Extreme weather conditions and record temperatures continue to dominate headlines. For families travelling to places experiencing a heatwave, it’s important to know how to spot the signs of too much heat exposure and how to treat.
Below is lifesaving first aid advice from St John Ambulance with tips to help keep kids cool (especially at night).
Signs a child is experiencing a heat-related illness
Infants and small children can’t regulate their body temperature in the same way that adults can, which means an increased risk of harm from the heat. On any day of hot weather children can be adversely affected, but during the extended period of a heatwave parents need to be extra vigilant.
Signs that your child is suffering a heat-related illness include:
- Feeling or being sick
- Sunken eyes or soft spot on infant’s head
- Not passing urine for 12 hours or more
Long periods in the sun can lead to heat exhaustion, which is more common during a heatwave. Heat exhaustion is caused by a loss of salt and water from the body.

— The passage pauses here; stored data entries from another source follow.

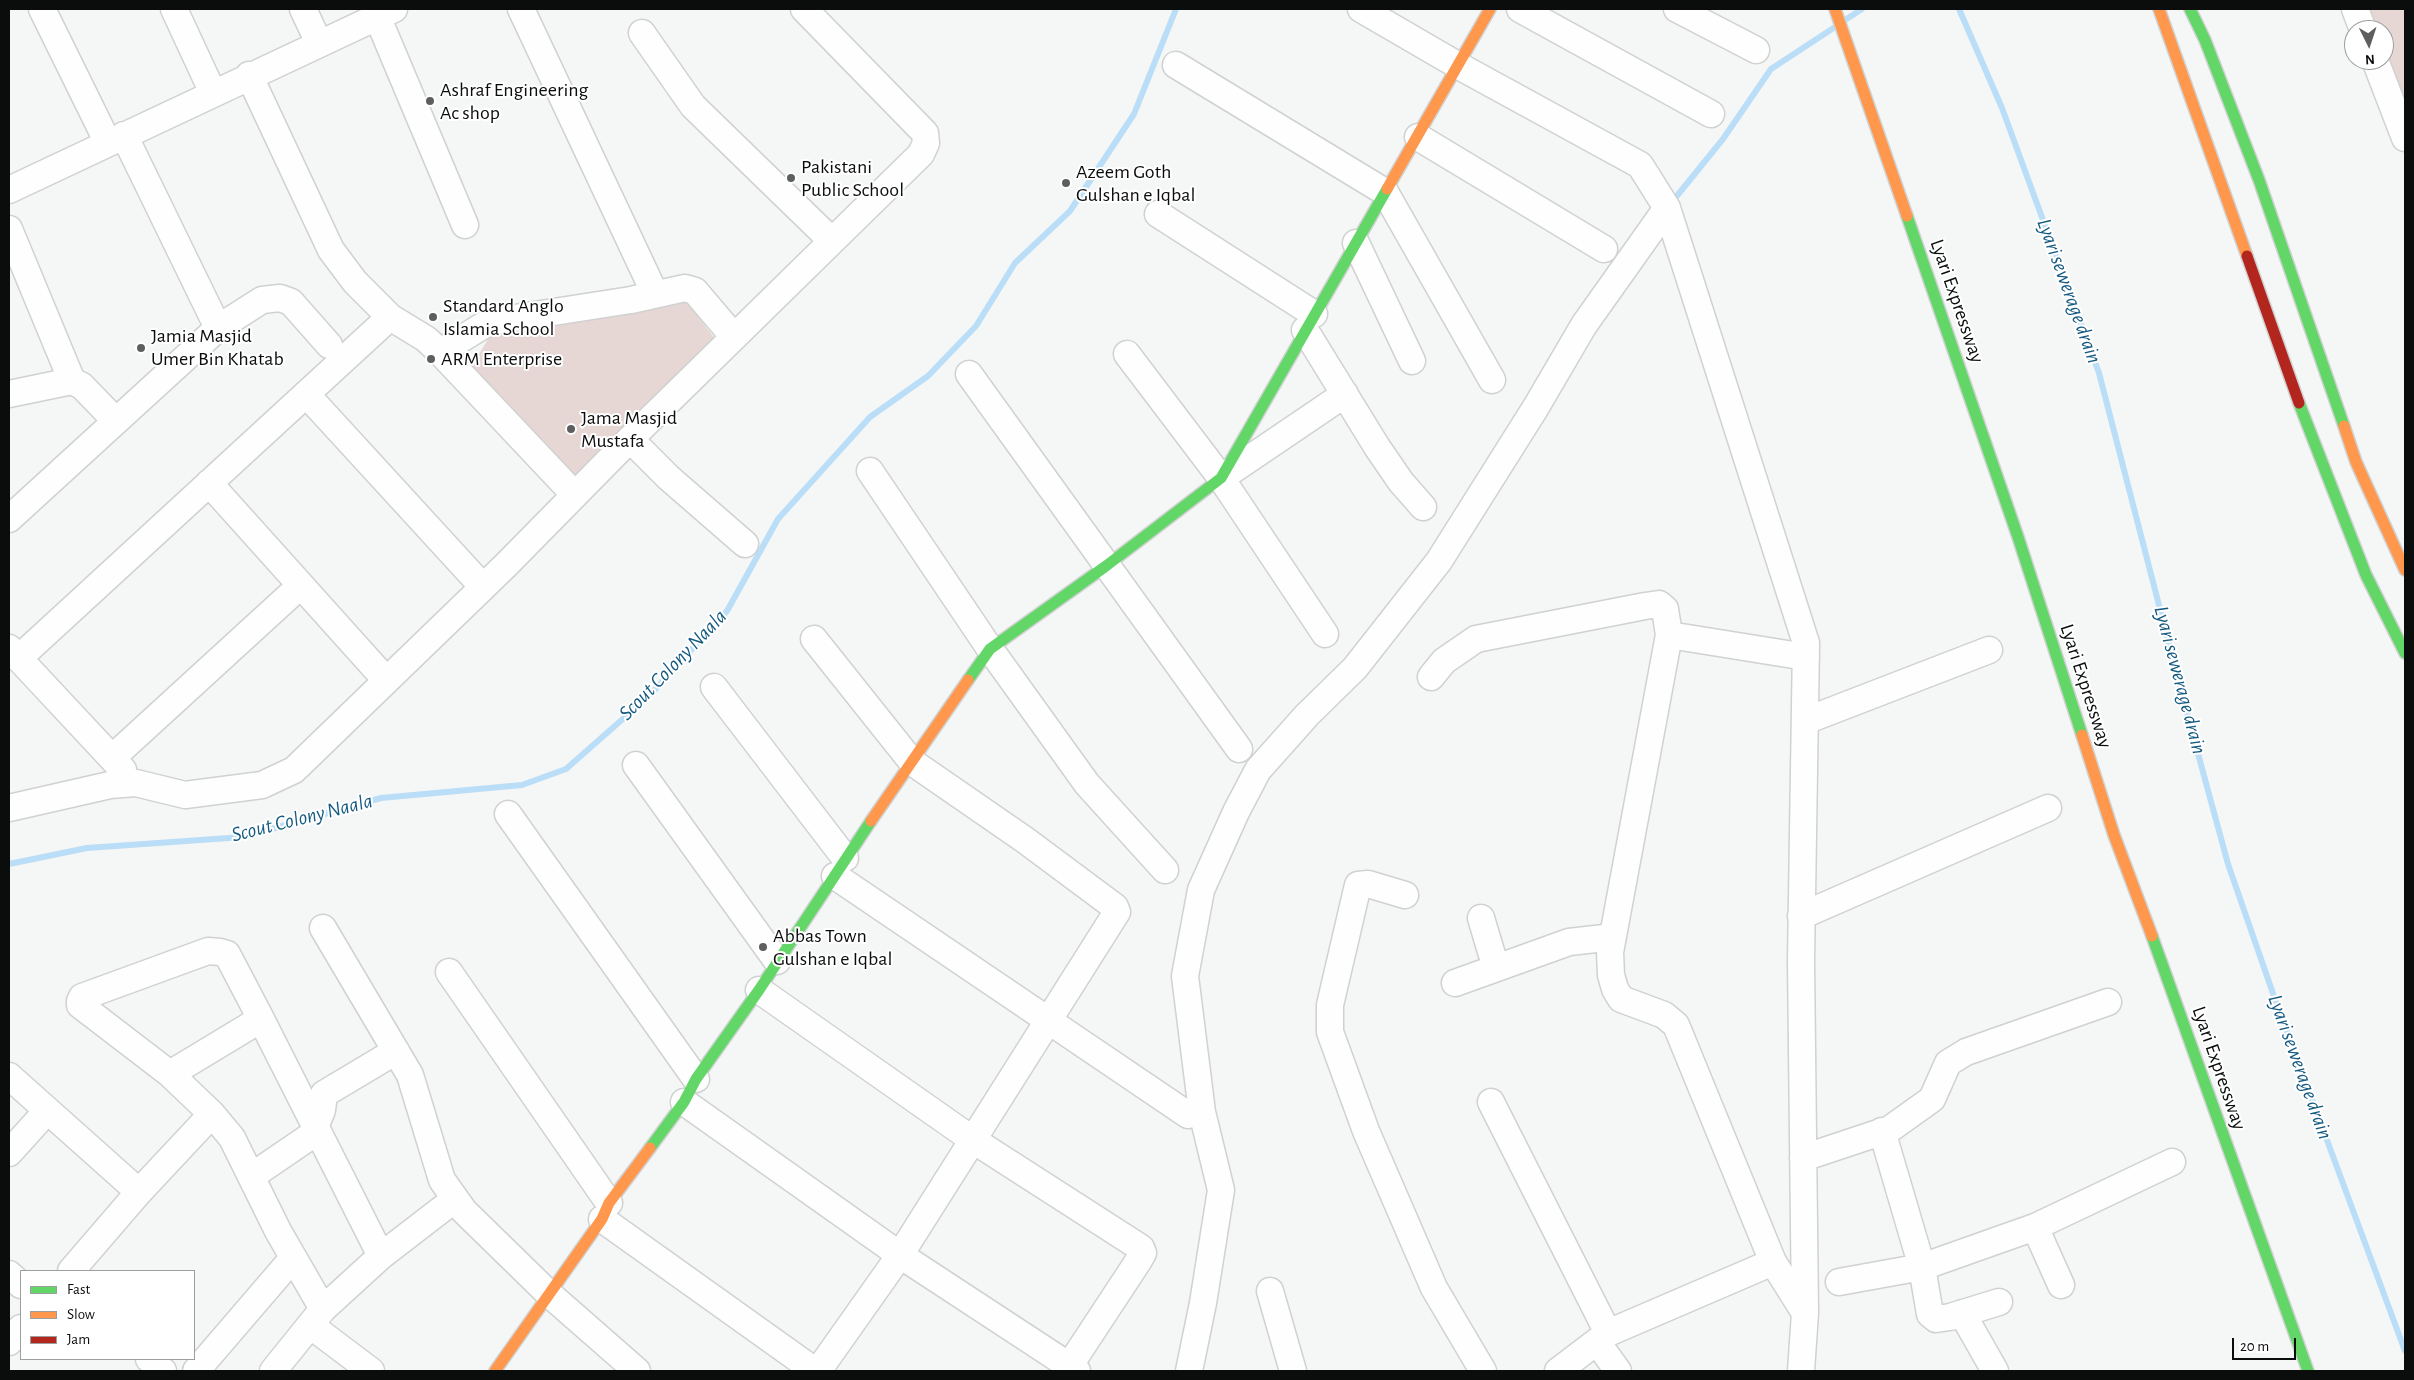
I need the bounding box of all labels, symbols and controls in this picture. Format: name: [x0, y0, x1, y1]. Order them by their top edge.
north arrow: [2344, 20, 2394, 70]
text: N: [2365, 52, 2375, 66]
place label: Ashraf Engineering Ac shop: [440, 78, 588, 125]
marker: Ashraf Engineering Ac shop: [424, 95, 436, 107]
place label: Pakistani Public School: [801, 155, 904, 202]
place label: Azeem Goth Gulshan e Iqbal: [1076, 160, 1195, 207]
marker: Pakistani Public School: [785, 172, 797, 184]
marker: Azeem Goth Gulshan e Iqbal: [1060, 177, 1072, 189]
water label: Lyari sewerage drain: [2031, 215, 2107, 367]
street label: Lyari Expressway: [1925, 236, 1989, 366]
place label: Standard Anglo Islamia School: [443, 294, 564, 341]
marker: Standard Anglo Islamia School: [427, 311, 439, 323]
place label: Jamia Masjid Umer Bin Khatab: [151, 324, 284, 371]
marker: Jamia Masjid Umer Bin Khatab: [135, 342, 147, 354]
place label: ARM Enterprise: [441, 347, 562, 371]
marker: ARM Enterprise: [425, 353, 437, 365]
place label: Jama Masjid Mustafa: [581, 406, 677, 453]
marker: Jama Masjid Mustafa: [565, 423, 577, 435]
water label: Lyari sewerage drain: [2148, 603, 2212, 757]
water label: Scout Colony Naala: [614, 604, 732, 726]
street label: Lyari Expressway: [2055, 621, 2117, 751]
water label: Scout Colony Naala: [229, 788, 375, 848]
place label: Abbas Town Gulshan e Iqbal: [773, 924, 892, 971]
marker: Abbas Town Gulshan e Iqbal: [757, 941, 769, 953]
water label: Lyari sewerage drain: [2262, 991, 2338, 1143]
street label: Lyari Expressway: [2187, 1003, 2251, 1133]
legend: [20, 1270, 195, 1360]
text: Fast: [67, 1282, 90, 1297]
text: Slow: [67, 1307, 95, 1322]
scale bar: [2234, 1328, 2298, 1360]
text: Jam: [67, 1332, 90, 1347]
text: 20 m: [2240, 1339, 2269, 1354]

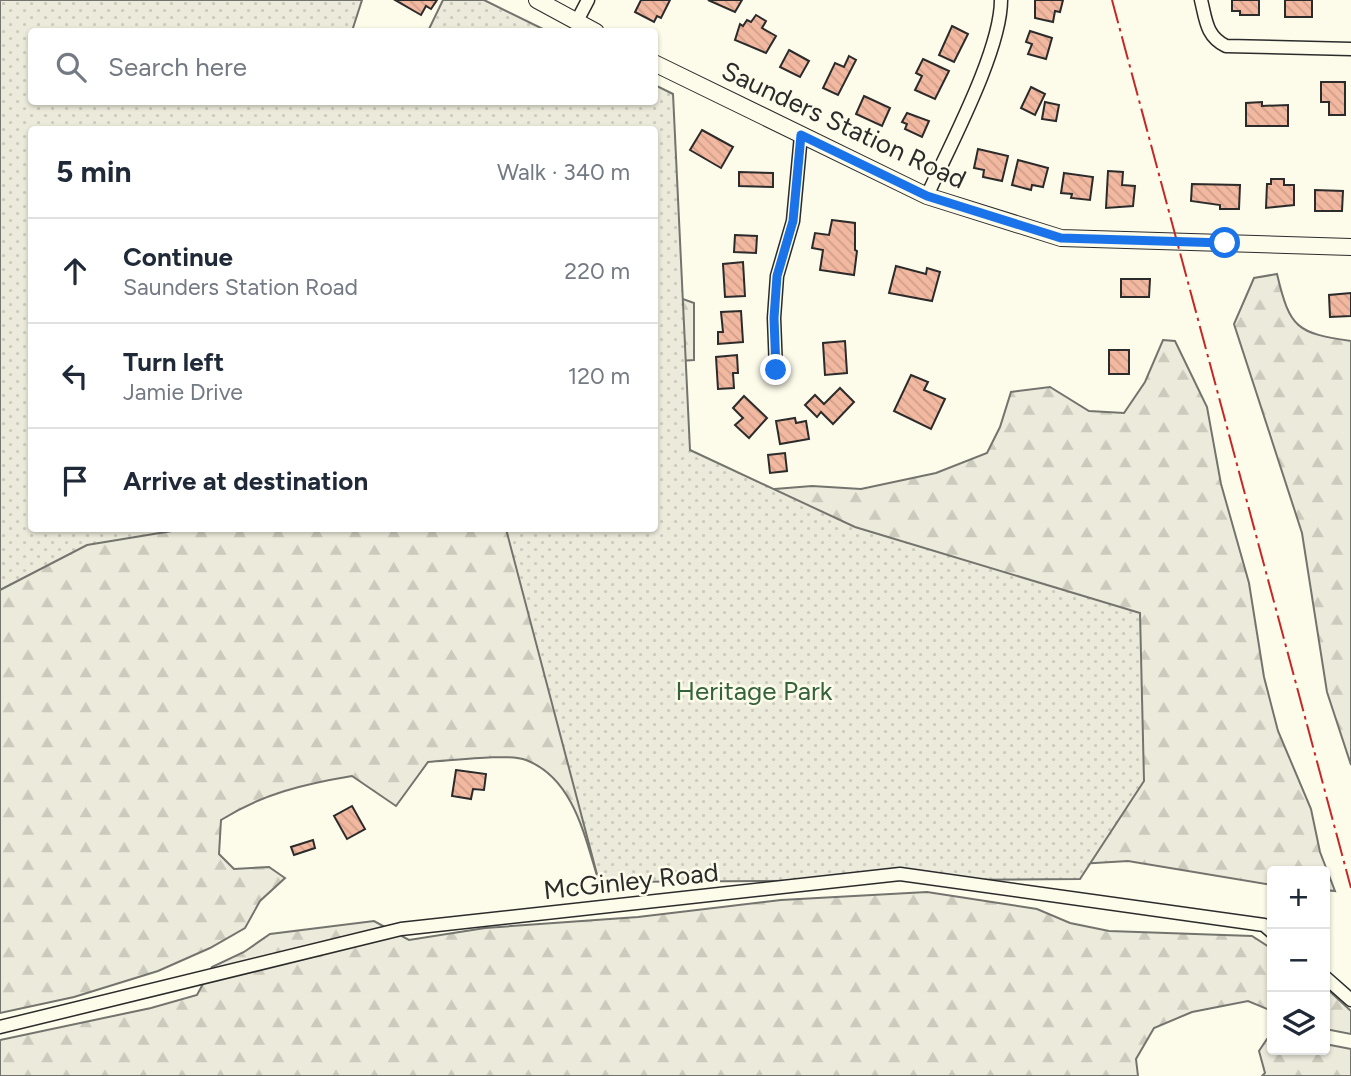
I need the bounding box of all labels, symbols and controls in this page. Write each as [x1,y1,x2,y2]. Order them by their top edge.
search box [28,28,658,105]
icon: search [52,48,90,86]
text: Search here [108,51,247,83]
street label: Saunders Station Road [717,54,971,196]
text: 5 min [56,153,132,190]
text: Walk · 340 m [497,158,630,186]
route start [1209,227,1240,258]
text: Continue [123,241,233,273]
icon: ahead [56,252,94,290]
text: 220 m [564,257,630,285]
text: Saunders Station Road [123,273,358,301]
text: Turn left [123,346,224,378]
route end [760,354,791,385]
icon: left [56,357,94,395]
text: 120 m [568,362,630,390]
text: Jamie Drive [123,378,243,406]
icon: arrive [56,462,94,500]
text: Arrive at destination [123,465,368,497]
park label: Heritage Park [676,675,833,707]
street label: McGinley Road [542,856,720,906]
map controls [1267,866,1330,1055]
button: + [1267,866,1330,929]
button: − [1267,929,1330,992]
button: layers [1267,992,1330,1055]

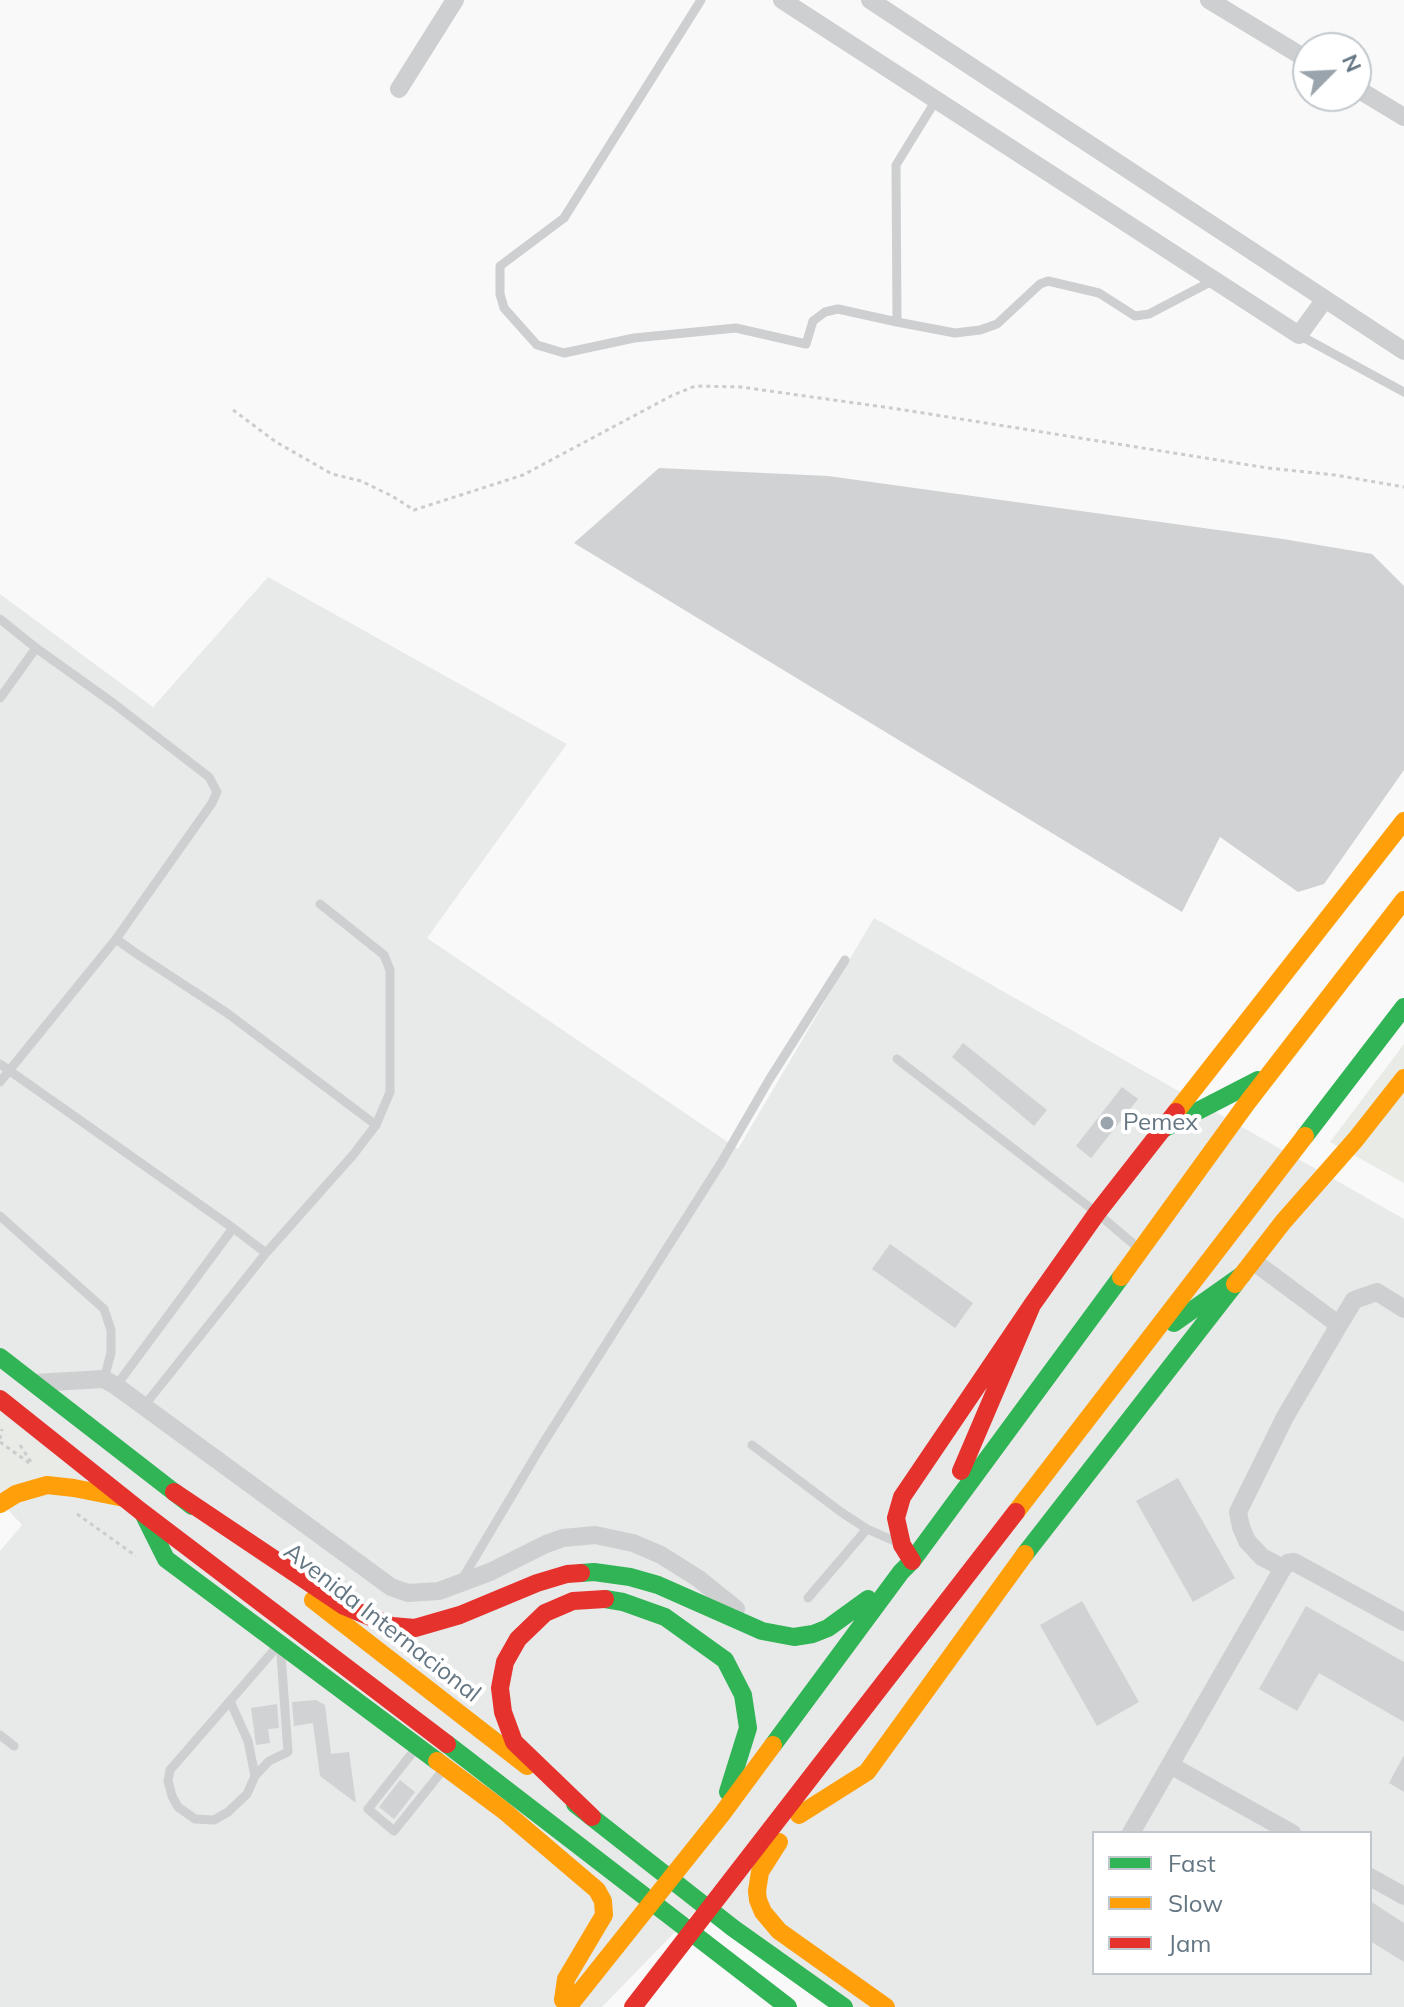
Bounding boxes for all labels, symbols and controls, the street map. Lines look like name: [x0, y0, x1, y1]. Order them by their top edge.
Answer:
north arrow: [1292, 32, 1372, 112]
text: N: [1336, 50, 1368, 76]
place label: Pemex: [1123, 1109, 1198, 1137]
marker: Pemex: [1098, 1114, 1116, 1132]
street label: Avenida Internacional: [278, 1537, 486, 1709]
legend: [1092, 1831, 1372, 1975]
text: Fast: [1168, 1848, 1216, 1878]
text: Slow: [1168, 1888, 1223, 1918]
text: Jam: [1168, 1928, 1211, 1958]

It develops slowly and usually happens to people who aren’t used to hot or humid weather.
How to spot heat exhaustion
There are six key warning signs:
- Dizziness and confusion
- Loss of appetite and feeling sick
- Sweating with pale clammy skin
- Cramps in the arms, legs and stomach
- Fast, weakening pulse and breathing
How to treat someone with heat exhaustion:
- Lie them down in a cool place and raise their legs
- Give them lots of water to drink (or isotonic sports drinks)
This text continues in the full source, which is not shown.